L’éveil des consciences individuelles est nécessaire à l’émergence d’idées nouvelles et l’action collective est indispensable à leur concrétisation. Qu’est-ce qui fait bouger les gens ensemble aujourd’hui ? Les individus semblent, partout dans le monde, se replier sur eux-mêmes. Les partis politiques et les syndicats peinent à trouver des adhérents, les « classes sociales » se délitent et les crispations identitaires et ethniques. Dans un tel contexte, la mobilisation des citoyens semble improbable. Pourtant, il y a des exceptions à ce sombre tableau : quelles sont leurs conditions de réussite ?

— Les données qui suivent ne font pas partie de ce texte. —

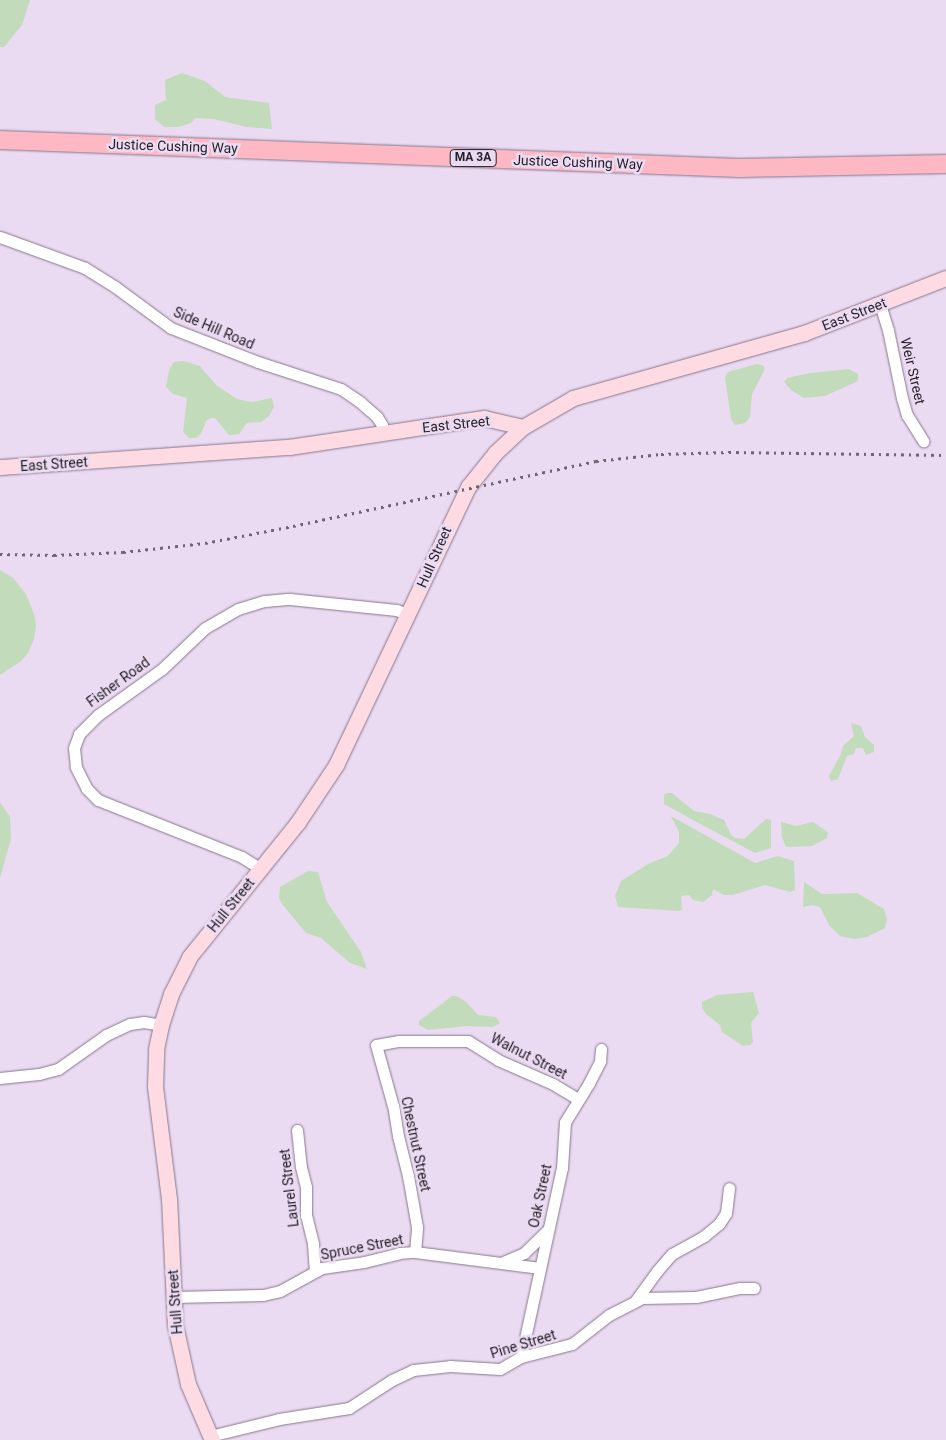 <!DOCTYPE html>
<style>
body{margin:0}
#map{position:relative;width:946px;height:1440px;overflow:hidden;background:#ebdbf2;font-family:Roboto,sans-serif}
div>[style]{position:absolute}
.green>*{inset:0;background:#c1dbbb}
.roads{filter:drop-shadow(0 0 1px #85778b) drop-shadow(0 0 1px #85778b)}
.street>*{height:11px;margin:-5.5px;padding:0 5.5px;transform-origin:5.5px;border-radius:5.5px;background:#fff}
.secondary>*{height:15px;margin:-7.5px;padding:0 7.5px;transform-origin:7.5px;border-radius:7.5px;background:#fedbe2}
.primary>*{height:18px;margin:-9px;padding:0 9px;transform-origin:9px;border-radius:9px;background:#fdb8c4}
.rail>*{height:2.5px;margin-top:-1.25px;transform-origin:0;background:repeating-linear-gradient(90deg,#6e6572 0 2.5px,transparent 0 7.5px)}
span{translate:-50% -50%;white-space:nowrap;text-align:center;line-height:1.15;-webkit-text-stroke:5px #ebdbf2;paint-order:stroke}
.shield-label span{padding:1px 4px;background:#ebdbf2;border:1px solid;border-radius:4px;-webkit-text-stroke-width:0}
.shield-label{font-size:12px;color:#251f27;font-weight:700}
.street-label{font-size:14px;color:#251f27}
</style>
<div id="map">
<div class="green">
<i style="clip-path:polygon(0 0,30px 0,22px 25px,4px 47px,0 47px)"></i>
<i style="clip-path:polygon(182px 73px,205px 81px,225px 97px,269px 103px,272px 129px,246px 127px,214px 119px,195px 118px,191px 123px,178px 127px,164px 127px,155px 119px,155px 105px,166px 100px,165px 80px)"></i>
<i style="clip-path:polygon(184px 361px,200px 366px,216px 385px,237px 399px,252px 402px,272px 398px,274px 407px,269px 416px,261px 422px,247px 423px,239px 434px,229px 435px,215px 418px,211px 418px,206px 421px,201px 434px,196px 438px,189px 438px,183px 432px,187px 398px,173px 394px,166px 387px,169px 370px,174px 362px)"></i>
<i style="clip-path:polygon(757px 364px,764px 366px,764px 371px,752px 394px,750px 417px,745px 423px,735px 425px,731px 419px,725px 378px,727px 373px,731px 371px)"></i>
<i style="clip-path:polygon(849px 369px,858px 374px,858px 381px,825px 396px,804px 398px,791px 390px,784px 382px,787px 378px,810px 373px)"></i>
<i style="clip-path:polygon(0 570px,13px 578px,26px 594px,35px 617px,36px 626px,34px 639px,28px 653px,21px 661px,0 675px)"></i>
<i style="clip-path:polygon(851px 723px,861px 726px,865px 737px,874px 745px,874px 752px,866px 755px,863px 748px,856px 748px,854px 754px,847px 756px,838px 779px,831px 781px,829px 776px,841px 754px,843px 746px,854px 736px)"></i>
<i style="clip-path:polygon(667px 793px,672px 793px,694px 811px,710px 814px,724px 820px,731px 835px,735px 838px,744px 839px,766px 819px,771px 820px,771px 848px,755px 853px,693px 820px,664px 804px,664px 795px)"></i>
<i style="clip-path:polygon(0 802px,10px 817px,11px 839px,0 878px)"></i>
<i style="clip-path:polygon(671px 816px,755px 863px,778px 856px,794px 861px,795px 890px,790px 892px,765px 885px,733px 895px,724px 895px,713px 889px,712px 895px,703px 902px,693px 900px,689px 895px,681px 896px,682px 910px,679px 911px,618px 907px,615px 896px,621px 881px,648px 864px,668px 856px,679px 843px,679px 832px)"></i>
<i style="clip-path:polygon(781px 822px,796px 826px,813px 822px,828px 832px,827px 838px,812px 846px,786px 847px,782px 837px)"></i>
<i style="clip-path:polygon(308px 871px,318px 872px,327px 902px,361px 952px,367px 969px,350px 963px,321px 938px,306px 933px,282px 904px,279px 898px,280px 887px)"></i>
<i style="clip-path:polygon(804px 882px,822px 894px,857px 893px,884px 909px,887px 919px,885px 928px,867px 937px,854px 939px,840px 936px,829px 925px,820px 907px,812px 905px,803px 907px)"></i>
<i style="clip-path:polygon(753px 992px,759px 1013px,751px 1023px,753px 1042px,750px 1045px,743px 1046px,722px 1032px,720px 1025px,706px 1014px,702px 1008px,702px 1002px,717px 995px)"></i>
<i style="clip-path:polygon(452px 996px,457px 996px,466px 1002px,478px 1015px,496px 1017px,500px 1023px,493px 1027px,467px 1026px,428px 1030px,419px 1025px,419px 1021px)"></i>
</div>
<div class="roads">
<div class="street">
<i style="left:0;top:237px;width:90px;rotate:20deg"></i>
<i style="left:85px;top:268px;width:34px;rotate:32deg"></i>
<i style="left:114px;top:286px;width:71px;rotate:36.4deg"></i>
<i style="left:171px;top:328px;width:93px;rotate:21.3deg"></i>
<i style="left:258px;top:362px;width:87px;rotate:18deg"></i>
<i style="left:341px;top:389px;width:23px;rotate:34deg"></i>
<i style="left:360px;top:402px;width:23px;rotate:41deg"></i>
<i style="left:377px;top:417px;width:9px;rotate:58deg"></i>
<i style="left:382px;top:425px;width:9px;rotate:77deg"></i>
<i style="left:880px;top:304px;width:27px;rotate:73deg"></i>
<i style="left:888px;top:330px;width:69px;rotate:78.4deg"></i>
<i style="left:902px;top:398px;width:18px;rotate:74deg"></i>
<i style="left:907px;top:415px;width:31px;rotate:58deg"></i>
<i style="left:261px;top:869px;width:22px;rotate:-148deg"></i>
<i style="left:242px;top:857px;width:155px;rotate:-158.4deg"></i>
<i style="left:98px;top:800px;width:16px;rotate:-135deg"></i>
<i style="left:87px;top:789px;width:25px;rotate:-117deg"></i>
<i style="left:76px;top:767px;width:19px;rotate:-96deg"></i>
<i style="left:74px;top:748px;width:15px;rotate:-70deg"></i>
<i style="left:79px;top:734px;width:27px;rotate:-45deg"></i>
<i style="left:98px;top:715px;width:79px;rotate:-35.7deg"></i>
<i style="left:162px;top:669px;width:59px;rotate:-43.6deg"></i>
<i style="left:205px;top:628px;width:38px;rotate:-30deg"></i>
<i style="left:238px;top:609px;width:28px;rotate:-17deg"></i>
<i style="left:265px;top:601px;width:25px;rotate:-5deg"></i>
<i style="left:290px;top:599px;width:107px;rotate:5.9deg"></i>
<i style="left:396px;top:610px;width:13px;rotate:18deg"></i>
<i style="left:0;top:1078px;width:39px;rotate:-6deg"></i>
<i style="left:39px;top:1074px;width:20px;rotate:-15deg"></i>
<i style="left:58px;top:1069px;width:59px;rotate:-35.3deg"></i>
<i style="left:106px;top:1035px;width:26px;rotate:-25deg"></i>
<i style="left:130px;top:1024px;width:14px;rotate:-8deg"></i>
<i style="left:144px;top:1022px;width:17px;rotate:10deg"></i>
<i style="left:297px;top:1130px;width:37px;rotate:84deg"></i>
<i style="left:301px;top:1167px;width:21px;rotate:76deg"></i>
<i style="left:306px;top:1187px;width:28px;rotate:90deg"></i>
<i style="left:306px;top:1215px;width:30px;rotate:76deg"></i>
<i style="left:313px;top:1244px;width:27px;rotate:86deg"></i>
<i style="left:415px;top:1252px;width:25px;rotate:-85deg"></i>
<i style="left:417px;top:1227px;width:52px;rotate:-100deg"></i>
<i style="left:408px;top:1176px;width:41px;rotate:-104deg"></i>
<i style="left:398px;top:1136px;width:30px;rotate:-99deg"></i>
<i style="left:393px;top:1106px;width:63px;rotate:-105.6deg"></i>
<i style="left:376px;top:1045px;width:22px;rotate:-10deg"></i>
<i style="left:398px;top:1041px;width:70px"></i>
<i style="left:468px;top:1041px;width:36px;rotate:32deg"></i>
<i style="left:498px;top:1060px;width:60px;rotate:23.6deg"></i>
<i style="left:553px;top:1084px;width:29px;rotate:31deg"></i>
<i style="left:503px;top:1262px;width:23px;rotate:-23deg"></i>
<i style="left:524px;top:1253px;width:33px;rotate:-44deg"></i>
<i style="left:173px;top:1297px;width:90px;rotate:-1.3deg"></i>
<i style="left:263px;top:1295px;width:17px;rotate:-13deg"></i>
<i style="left:280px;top:1291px;width:48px;rotate:-28.7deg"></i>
<i style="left:322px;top:1268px;width:42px;rotate:-8.1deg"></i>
<i style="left:364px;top:1262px;width:36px;rotate:-14deg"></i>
<i style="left:399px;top:1253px;width:16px;rotate:-4deg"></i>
<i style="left:415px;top:1252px;width:126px;rotate:7.3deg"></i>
<i style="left:636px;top:1300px;width:36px;rotate:-54deg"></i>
<i style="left:657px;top:1271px;width:23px;rotate:-49deg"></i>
<i style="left:672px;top:1254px;width:37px;rotate:-29deg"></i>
<i style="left:704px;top:1236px;width:19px;rotate:-39deg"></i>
<i style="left:719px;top:1224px;width:13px;rotate:-58deg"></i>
<i style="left:726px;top:1213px;width:25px;rotate:-83deg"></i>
<i style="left:521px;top:1357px;width:193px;rotate:-77.8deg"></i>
<i style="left:562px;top:1168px;width:46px;rotate:-86.3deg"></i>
<i style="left:565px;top:1122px;width:46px;rotate:-58.4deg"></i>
<i style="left:589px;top:1083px;width:25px;rotate:-63deg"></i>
<i style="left:600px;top:1061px;width:12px;rotate:-85deg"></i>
<i style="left:210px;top:1436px;width:71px;rotate:-13.8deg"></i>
<i style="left:279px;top:1419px;width:71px;rotate:-8.9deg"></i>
<i style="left:349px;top:1408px;width:51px;rotate:-33.1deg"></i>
<i style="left:392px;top:1380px;width:23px;rotate:-25deg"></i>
<i style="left:413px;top:1370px;width:37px;rotate:-6deg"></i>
<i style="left:450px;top:1366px;width:50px;rotate:3.4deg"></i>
<i style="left:500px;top:1369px;width:24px;rotate:-30deg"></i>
<i style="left:521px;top:1357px;width:53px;rotate:-14.3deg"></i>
<i style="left:572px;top:1344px;width:47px;rotate:-38.1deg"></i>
<i style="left:609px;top:1315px;width:37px;rotate:-27deg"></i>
<i style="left:642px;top:1298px;width:54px;rotate:-1.1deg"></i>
<i style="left:696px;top:1297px;width:45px;rotate:-11.6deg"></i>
<i style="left:740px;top:1288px;width:14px"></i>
</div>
<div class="secondary">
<i style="left:0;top:467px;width:290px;rotate:-4deg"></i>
<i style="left:289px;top:447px;width:197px;rotate:-8.5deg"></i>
<i style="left:484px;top:418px;width:40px;rotate:13deg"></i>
<i style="left:212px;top:1440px;width:61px;rotate:-113.2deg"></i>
<i style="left:188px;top:1384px;width:60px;rotate:-102.4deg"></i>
<i style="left:175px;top:1325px;width:126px;rotate:-92.7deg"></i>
<i style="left:169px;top:1199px;width:114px;rotate:-97.1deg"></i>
<i style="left:155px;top:1086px;width:37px;rotate:-88deg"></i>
<i style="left:156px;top:1049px;width:25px;rotate:-78deg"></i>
<i style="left:161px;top:1025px;width:33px;rotate:-72deg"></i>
<i style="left:171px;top:994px;width:42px;rotate:-63.4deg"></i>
<i style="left:190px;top:956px;width:172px;rotate:-51.1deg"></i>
<i style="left:298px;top:822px;width:69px;rotate:-56.3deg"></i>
<i style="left:336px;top:765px;width:308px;rotate:-64.6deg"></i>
<i style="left:468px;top:487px;width:43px;rotate:-51.5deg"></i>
<i style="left:495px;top:453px;width:38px;rotate:-43deg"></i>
<i style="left:523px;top:427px;width:58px;rotate:-30.1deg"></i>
<i style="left:573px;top:398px;width:240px;rotate:-15.7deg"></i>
<i style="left:804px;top:333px;width:152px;rotate:-21.2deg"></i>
</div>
<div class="primary">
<i style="left:0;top:140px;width:740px;rotate:2.17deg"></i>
<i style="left:739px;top:168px;width:207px;rotate:-1.1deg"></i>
</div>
</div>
<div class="rail">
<i style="left:0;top:554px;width:54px;rotate:1.1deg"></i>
<i style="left:54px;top:555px;width:69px;rotate:-2.5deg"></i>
<i style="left:123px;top:552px;width:82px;rotate:-6.3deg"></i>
<i style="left:205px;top:543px;width:90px;rotate:-10.9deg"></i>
<i style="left:293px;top:526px;width:310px;rotate:-12.1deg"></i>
<i style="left:596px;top:461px;width:65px;rotate:-6.1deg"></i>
<i style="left:661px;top:454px;width:68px;rotate:-1.7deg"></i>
<i style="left:729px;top:452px;width:217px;rotate:0.8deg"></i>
</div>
<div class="shield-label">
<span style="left:473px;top:158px">MA 3A</span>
</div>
<div class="street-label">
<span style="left:173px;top:146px;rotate:2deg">Justice Cushing Way</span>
<span style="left:578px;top:162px;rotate:2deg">Justice Cushing Way</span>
<span style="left:854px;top:314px;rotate:-21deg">East Street</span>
<span style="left:214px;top:328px;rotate:23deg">Side Hill Road</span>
<span style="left:913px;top:371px;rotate:77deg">Weir Street</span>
<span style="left:456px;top:424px;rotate:-6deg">East Street</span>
<span style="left:54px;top:464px;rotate:-4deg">East Street</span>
<span style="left:434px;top:557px;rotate:-66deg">Hull Street</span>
<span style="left:118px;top:682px;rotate:-36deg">Fisher Road</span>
<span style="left:231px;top:905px;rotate:-51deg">Hull Street</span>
<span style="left:529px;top:1056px;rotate:27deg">Walnut Street</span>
<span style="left:416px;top:1144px;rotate:78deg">Chestnut Street</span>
<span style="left:289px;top:1188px;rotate:-97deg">Laurel Street</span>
<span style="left:540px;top:1196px;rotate:-78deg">Oak Street</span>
<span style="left:362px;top:1247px;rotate:-11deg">Spruce Street</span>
<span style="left:175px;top:1302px;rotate:-94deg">Hull Street</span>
<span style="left:523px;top:1344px;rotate:-17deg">Pine Street</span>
</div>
</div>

  • Accepter la diversité pour construire l’unité. Les populations urbaines semblent éclatées, illisibles et imprévisibles. Comment exploiter de manière positive les énergies dispersées qui se font jour dans les villes ? Comment passer de sociabilités identitaires et fragmentées à des comportement citoyens orientés vers le bien commun plutôt que vers la défense d’intérêts particuliers ? Il n’y a pas de réponse unanime à ces questions, seulement des expériences ponctuelles menées par exemple au Liban, au Sénégal, aux Etats-Unis ou ailleurs. Elles nous disent qu’il est inutile de nier la diversité des situations, des langages et des cultures de la population urbaine, mais qu’il faut reconnaître cette multiplicité, valoriser les différences et ne pas chercher à les réduire à une norme commune. Il faut identifier les modes de rassemblement et d’engagement des citoyens, observer leurs façons de s’exprimer et d’agir, les articuler avec les systèmes de décision en place. Il faut alors rechercher d’autres voies que la représentation politique classique. L’interpellation des pouvoirs publics en est une. L’important est de créer des lieux de discussion intermédiaires entre les individus et les pouvoirs en place.
  • De l’autorité à la responsabilité partagée. La prise de parole publique de groupes marginalisés passe souvent par l’émergence de porte-voix. Comment aider ces leaders à devenir de bons leaders et à ne pas se transformer en chef mafieux ou en roitelets de quartier ? Les autorités publiques doivent accepter d’entrer en discussion avec les leaders auto désignés et de faire confiance à leur responsabilité, ce qui est déjà une manière de renforcer leur citoyenneté. C’est souvent, en effet, en situation de responsabilité que l’on devient responsable.
  • Un soutien pour s’organiser et se former. La formation, la connaissance des institutions, la constitution de réseaux de connaissances interpersonnels, la capacité à gérer des fonds, à rendre compte de son action auprès de ceux qui vous soutiennent : tout cela s’acquiert en général dans l’action. Les associations fournissent souvent un recours précieux, tout comme l’échange d’expériences. Il faut cependant être prudent : à vouloir trop « aider » les habitants à s’organiser, on risque parfois d’en faire trop, de les submerger de connaissances inutiles, de multiplier les actions au-delà des capacités des groupes, de personnaliser à outrance les relations avec les leaders, de vouloir aller trop vite, de forcer l’adoption d’un statut officiel d’organisation et, finalement, de tuer la dynamique en cours. L’appui financier est également indispensable mais doit être manié avec précaution.
  • Agir localement et globalement. La citoyenneté n’est pas seulement à dimension locale, certains groupes tentent de relier local et global. Partant par exemple de problèmes concrets dans les quartiers, ils élargissent progressivement leur champ d’intervention pour s’intéresser aux questions de gouvernance de la ville entière, et parfois au-delà.
  • Entrer en réseau, s’allier pour être plus forts mais aussi pour apporter des réponses plus pertinentes à des problèmes globaux, formaliser et faire circuler les savoirs : ces objectifs sont également des enjeux d’importance pour les organisations d’habitants des villes. Leur écoute ne peut cependant se passer d’une réforme des modes d’action démocratiques, y compris du côté des décideurs.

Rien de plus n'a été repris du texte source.